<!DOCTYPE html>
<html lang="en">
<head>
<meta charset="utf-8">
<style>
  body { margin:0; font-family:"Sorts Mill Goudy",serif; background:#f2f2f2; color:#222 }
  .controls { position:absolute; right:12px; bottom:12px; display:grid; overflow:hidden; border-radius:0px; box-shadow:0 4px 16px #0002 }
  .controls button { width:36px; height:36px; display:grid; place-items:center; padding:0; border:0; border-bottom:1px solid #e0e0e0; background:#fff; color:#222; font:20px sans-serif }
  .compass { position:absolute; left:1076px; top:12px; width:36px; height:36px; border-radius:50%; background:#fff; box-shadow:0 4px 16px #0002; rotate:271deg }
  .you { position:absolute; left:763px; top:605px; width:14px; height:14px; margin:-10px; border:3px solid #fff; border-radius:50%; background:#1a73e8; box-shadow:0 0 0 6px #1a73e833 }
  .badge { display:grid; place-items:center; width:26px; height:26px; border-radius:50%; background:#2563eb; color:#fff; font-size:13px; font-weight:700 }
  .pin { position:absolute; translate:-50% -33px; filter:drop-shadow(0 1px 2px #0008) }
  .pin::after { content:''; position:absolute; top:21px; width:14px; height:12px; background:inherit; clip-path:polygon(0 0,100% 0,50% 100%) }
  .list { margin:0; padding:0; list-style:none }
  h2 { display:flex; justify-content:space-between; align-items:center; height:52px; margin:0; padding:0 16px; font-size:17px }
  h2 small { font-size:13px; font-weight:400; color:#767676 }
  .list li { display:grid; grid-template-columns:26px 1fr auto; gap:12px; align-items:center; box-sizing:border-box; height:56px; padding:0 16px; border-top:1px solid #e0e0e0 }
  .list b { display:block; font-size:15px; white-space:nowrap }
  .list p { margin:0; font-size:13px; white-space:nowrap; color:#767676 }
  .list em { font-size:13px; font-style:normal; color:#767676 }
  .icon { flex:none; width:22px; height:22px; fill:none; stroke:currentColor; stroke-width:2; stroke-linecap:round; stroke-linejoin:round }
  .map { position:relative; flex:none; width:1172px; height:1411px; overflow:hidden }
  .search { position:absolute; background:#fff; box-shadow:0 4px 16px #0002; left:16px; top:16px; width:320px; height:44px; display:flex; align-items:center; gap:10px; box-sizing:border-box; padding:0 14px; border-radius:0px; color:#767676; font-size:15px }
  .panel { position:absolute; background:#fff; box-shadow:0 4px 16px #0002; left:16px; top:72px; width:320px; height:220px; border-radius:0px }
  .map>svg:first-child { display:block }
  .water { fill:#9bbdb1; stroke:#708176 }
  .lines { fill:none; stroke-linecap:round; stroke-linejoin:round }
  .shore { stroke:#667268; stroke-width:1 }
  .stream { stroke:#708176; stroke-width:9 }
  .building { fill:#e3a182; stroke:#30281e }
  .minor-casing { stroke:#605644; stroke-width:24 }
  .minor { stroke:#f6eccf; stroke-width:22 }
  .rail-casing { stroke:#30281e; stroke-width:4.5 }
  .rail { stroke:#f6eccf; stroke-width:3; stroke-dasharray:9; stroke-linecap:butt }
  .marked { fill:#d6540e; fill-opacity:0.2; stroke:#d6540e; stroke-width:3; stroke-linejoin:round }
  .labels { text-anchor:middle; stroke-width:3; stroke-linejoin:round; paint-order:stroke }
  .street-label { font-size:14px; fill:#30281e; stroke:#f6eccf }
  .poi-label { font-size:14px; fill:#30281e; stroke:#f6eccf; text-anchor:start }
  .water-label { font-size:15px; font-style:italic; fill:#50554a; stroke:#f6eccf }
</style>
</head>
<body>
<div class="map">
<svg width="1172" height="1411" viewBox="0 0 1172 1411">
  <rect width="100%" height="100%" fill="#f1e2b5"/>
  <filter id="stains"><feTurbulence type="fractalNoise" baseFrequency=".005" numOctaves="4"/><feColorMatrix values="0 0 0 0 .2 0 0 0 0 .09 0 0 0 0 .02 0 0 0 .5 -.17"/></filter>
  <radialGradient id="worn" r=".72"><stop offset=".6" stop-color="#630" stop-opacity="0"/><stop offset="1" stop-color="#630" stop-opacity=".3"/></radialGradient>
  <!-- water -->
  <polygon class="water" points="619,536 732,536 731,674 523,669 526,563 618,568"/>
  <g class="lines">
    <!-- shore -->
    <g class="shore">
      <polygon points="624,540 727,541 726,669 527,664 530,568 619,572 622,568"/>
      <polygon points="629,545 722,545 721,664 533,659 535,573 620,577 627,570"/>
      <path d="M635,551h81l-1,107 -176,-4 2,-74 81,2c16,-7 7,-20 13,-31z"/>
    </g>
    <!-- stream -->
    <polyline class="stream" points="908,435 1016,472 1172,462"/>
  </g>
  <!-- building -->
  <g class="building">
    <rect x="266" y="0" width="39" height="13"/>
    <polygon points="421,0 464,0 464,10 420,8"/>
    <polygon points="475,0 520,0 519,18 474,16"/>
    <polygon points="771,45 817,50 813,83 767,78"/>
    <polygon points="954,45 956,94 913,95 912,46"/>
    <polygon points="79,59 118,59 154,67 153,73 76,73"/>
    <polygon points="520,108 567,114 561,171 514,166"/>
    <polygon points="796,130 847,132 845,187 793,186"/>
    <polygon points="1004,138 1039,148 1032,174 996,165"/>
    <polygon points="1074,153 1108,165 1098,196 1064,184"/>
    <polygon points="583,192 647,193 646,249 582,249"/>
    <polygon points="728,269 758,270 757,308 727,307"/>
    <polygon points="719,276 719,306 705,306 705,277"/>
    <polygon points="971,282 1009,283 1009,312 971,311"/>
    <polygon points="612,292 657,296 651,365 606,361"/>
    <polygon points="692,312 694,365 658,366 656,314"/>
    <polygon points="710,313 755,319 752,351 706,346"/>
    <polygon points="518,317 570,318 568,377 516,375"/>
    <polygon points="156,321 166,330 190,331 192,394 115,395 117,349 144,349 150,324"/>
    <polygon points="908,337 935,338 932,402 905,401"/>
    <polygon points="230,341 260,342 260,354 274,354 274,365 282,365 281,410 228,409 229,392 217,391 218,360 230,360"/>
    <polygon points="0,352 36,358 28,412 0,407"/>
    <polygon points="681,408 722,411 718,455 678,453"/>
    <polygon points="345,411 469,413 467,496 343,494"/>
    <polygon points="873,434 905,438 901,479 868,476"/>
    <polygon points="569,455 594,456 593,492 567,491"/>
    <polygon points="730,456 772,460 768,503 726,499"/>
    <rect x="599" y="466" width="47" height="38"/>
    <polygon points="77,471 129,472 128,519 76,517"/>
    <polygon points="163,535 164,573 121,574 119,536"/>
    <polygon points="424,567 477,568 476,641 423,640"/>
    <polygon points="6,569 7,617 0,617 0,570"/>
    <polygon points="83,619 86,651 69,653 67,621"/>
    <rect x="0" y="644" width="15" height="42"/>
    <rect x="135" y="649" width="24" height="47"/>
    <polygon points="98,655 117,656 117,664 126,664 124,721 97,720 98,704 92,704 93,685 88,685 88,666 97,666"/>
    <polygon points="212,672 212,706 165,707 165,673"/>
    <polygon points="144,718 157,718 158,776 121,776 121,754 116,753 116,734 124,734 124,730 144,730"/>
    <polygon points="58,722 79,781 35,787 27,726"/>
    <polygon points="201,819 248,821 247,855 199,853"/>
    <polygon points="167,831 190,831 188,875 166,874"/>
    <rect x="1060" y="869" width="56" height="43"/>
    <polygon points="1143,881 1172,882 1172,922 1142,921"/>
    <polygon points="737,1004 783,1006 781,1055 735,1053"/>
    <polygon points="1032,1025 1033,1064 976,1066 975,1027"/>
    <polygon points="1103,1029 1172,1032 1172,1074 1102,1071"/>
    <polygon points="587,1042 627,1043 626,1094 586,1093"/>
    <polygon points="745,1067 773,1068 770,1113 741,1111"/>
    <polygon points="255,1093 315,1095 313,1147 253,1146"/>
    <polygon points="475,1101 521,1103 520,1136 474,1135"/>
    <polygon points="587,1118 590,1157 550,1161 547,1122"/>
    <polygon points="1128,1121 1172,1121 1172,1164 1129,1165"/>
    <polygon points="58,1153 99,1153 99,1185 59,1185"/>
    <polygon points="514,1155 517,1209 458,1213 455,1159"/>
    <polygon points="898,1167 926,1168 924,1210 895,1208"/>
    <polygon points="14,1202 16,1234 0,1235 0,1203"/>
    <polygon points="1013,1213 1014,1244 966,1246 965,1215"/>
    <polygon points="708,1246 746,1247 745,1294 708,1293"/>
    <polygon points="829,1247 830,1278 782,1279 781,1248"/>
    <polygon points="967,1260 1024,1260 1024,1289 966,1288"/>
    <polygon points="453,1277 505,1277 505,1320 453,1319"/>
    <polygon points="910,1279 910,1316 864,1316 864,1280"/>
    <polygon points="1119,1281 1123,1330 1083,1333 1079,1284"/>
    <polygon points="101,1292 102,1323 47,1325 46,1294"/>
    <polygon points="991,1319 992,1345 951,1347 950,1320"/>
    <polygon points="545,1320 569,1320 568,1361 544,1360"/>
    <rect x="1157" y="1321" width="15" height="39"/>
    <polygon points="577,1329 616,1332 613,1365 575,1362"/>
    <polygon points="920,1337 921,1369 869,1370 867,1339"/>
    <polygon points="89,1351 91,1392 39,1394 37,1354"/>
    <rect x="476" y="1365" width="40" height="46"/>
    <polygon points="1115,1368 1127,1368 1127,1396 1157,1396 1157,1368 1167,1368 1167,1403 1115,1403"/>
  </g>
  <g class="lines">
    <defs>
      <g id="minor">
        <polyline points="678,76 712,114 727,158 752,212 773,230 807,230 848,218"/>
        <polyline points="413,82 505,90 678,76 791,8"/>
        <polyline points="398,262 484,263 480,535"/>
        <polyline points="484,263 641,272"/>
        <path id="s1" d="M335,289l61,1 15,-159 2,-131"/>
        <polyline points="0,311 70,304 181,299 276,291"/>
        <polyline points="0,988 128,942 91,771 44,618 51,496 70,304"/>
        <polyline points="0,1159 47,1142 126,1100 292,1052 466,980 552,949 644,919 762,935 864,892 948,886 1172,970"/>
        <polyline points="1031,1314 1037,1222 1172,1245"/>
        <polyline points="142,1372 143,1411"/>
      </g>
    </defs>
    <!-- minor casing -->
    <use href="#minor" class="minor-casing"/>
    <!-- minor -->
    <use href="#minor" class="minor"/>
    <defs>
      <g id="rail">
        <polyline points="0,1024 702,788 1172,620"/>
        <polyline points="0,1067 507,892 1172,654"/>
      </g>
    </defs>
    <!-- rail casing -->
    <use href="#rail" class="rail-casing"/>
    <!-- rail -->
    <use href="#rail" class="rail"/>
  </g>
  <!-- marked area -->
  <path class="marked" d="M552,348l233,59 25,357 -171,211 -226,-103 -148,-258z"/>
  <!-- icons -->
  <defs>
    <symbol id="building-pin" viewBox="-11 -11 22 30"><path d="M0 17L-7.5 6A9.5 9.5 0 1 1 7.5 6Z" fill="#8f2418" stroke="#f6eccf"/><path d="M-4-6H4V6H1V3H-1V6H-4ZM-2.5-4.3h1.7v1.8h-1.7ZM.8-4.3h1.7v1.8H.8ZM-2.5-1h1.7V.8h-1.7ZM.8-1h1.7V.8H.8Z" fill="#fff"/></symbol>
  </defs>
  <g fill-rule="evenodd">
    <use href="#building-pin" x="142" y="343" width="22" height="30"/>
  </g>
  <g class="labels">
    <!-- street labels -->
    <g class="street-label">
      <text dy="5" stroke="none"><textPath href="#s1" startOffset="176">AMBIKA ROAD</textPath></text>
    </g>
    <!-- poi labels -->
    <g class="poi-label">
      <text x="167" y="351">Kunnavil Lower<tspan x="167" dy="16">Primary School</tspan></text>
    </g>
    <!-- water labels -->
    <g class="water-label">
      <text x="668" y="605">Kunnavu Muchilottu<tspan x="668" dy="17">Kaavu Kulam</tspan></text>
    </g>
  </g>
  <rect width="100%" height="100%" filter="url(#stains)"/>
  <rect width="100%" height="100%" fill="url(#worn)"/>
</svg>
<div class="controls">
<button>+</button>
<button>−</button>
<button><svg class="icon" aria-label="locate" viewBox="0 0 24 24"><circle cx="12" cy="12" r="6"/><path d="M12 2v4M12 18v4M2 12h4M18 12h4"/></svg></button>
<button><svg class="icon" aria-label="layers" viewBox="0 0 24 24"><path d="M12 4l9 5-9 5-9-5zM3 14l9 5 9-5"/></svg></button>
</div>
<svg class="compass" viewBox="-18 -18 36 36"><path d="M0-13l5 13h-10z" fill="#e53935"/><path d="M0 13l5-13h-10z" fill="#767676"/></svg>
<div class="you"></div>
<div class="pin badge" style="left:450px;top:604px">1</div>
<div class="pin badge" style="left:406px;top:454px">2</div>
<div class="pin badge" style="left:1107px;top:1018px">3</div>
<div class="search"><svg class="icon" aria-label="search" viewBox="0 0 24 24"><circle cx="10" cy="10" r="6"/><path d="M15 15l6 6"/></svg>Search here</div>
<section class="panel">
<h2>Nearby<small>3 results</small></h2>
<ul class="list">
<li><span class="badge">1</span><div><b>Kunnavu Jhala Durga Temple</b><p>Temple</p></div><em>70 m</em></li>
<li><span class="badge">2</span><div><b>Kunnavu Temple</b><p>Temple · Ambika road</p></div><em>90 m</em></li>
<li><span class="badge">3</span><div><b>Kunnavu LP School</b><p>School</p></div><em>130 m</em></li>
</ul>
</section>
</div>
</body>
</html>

══════════

In the listing above, which lines include the string "place"? Return every one of them.

Exercise answer:
  .controls button { width:36px; height:36px; display:grid; place-items:center; padding:0; border:0; border-bottom:1px solid #e0e0e0; background:#fff; color:#222; font:20px sans-serif }
  .badge { display:grid; place-items:center; width:26px; height:26px; border-radius:50%; background:#2563eb; color:#fff; font-size:13px; font-weight:700 }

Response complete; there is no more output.